The word translated "atonement" in verse 25 of the NIV is better translated "propitiation". Propitiation is a word which can mean the act of appeasing an angry authority, or it can mean the offering or sacrifice given to turn away the wrath of a deity or authority. In this verse Paul is saying that Jesus was the propitiation which satisfied God's wrath against sin. In fact, the implications of the Greek behind the word "propitiation" are so strong that a fair explanation of the meaning would be that God exhausted his wrath on Jesus when he hung on the cross as a propitiation for our sin.

Verse 21 tells us that this new righteousness apart from the law which Paul is defining originated with God. Verse 25 continues this truth; God initiated the righteousness he gives us by presenting Jesus as a sacrifice of atonement. Jesus did not sacrifice himself apart from the Father. While Jesus obediently chose to go to the cross, the Father sacrificed himself by presenting Jesus-part of himself-to us as the object of His wrath. The pain of the Father must have been as intense as the pain of the Son.

What exactly did it mean that Jesus became a propitiation for sin, and what did it accomplish for us? The description of the Day of Atonement sacrifices gives an early picture of what Jesus' personal sacrifice meant. Two goats, chosen by lot to be sacrificed or sent alive into the desert, were the atonement offerings. The blood of the sacrifice made atonement for the Most Holy Place, and the scapegoat figuratively carried the sins of the entire nation on its head out of the camp into the desert, thus removing sin from the nation of Israel. (see Leviticus 16:6-10) Jesus was both the sacrifice and the scapegoat. His blood satisfied the legal requirement of death for sin, and he removed sin from humanity by taking it into himself, leaving us guiltless. He became our propitiation.

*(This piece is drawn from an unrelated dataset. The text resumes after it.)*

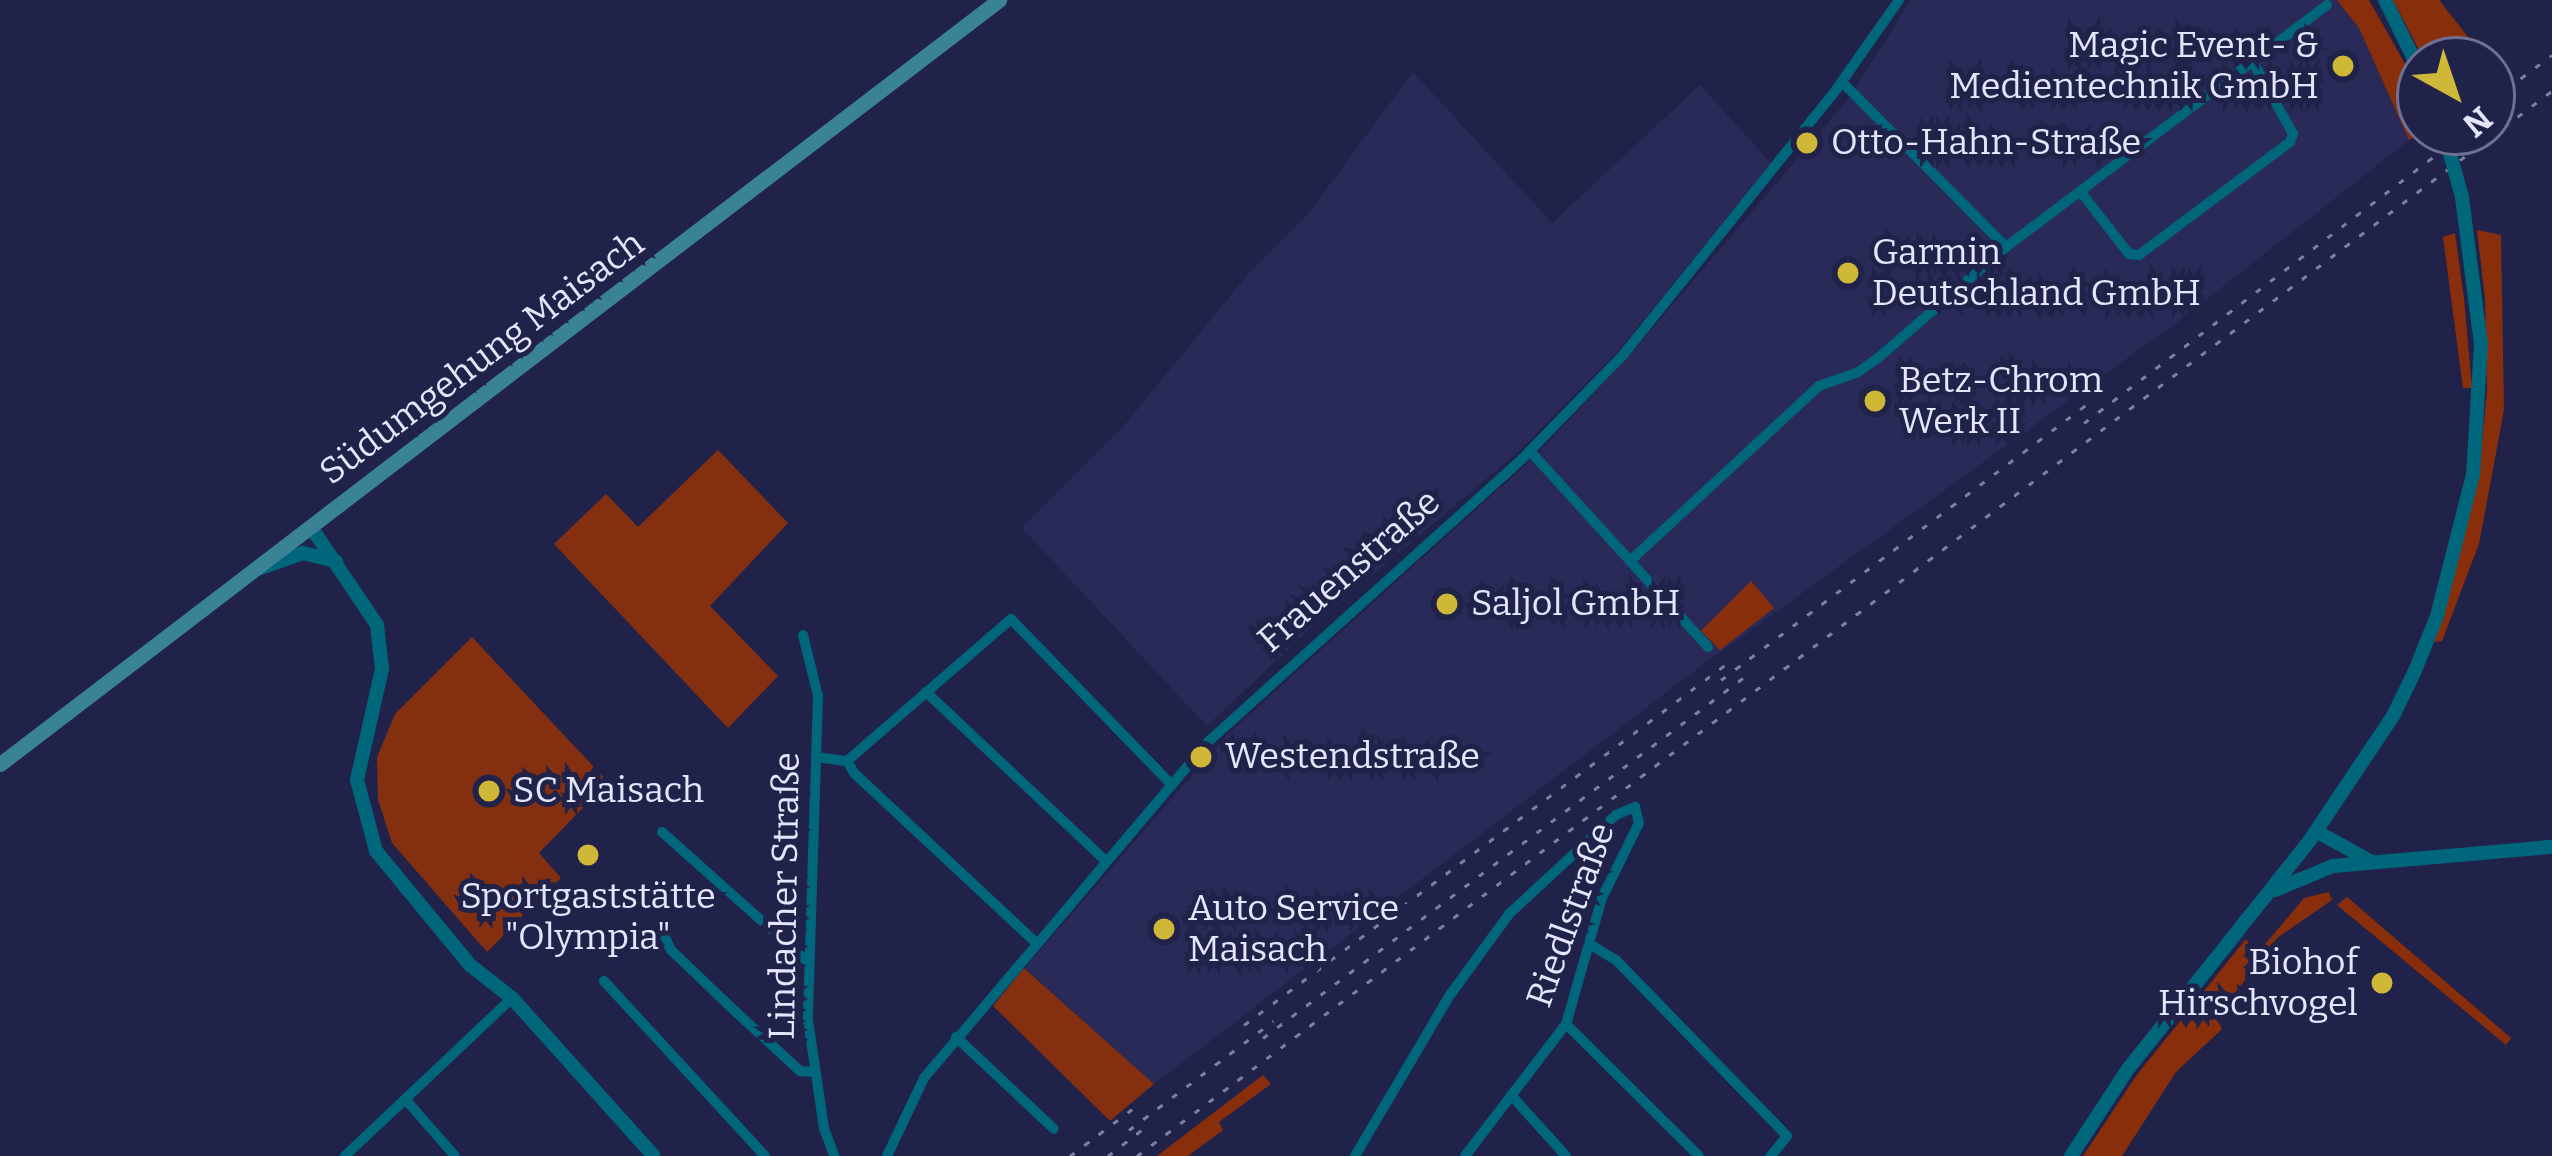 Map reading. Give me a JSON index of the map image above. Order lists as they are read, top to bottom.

Isaiah further prophesies Jesus' role as a propitiation for us. He said Jesus was pierced and crushed for our transgressions, but his punishment brought us peace, and his wounds healed us. (Isaiah 53:5) His suffering turned God's wrath away from us and brought us peace with him. His wounds made it possible for God to heal our scarred, wounded hearts and souls.

Paul declared in Romans 4:25 that Jesus was "delivered over to death" for our sins, and he was raised to life for our justification. He took the place of doomed humanity in the presence of God's wrath, and he rose from death in order to declare us not guilty. Paul further says in Romans 5:10 that we have been reconciled to God through Jesus' death, and we have been saved by his life which is spent in unending ministry and mediation for his people.

In 2 Corinthians 5:14-15, Paul makes the extraordinary statement that Christ died for all, so all in him died. In other words, when we embrace Jesus and his sacrifice for us, we become connected spiritually with him, and his death actually becomes our death; his resurrection-the promise of our resurrection. In verse 21 of the same chapter, Paul says that God made Jesus, who had no sin, to actually be sin for us. Sin was stripped of its power and removed from its dominion over us when Jesus took it onto himself and died. Conversely, the Father and Jesus did this unimaginable thing in order that we "might become the righteousness of God." Not only were we released from the curse of sin by Jesus' propitiation, but in the same mysterious way Jesus became our sin, through Him we become God's righteousness.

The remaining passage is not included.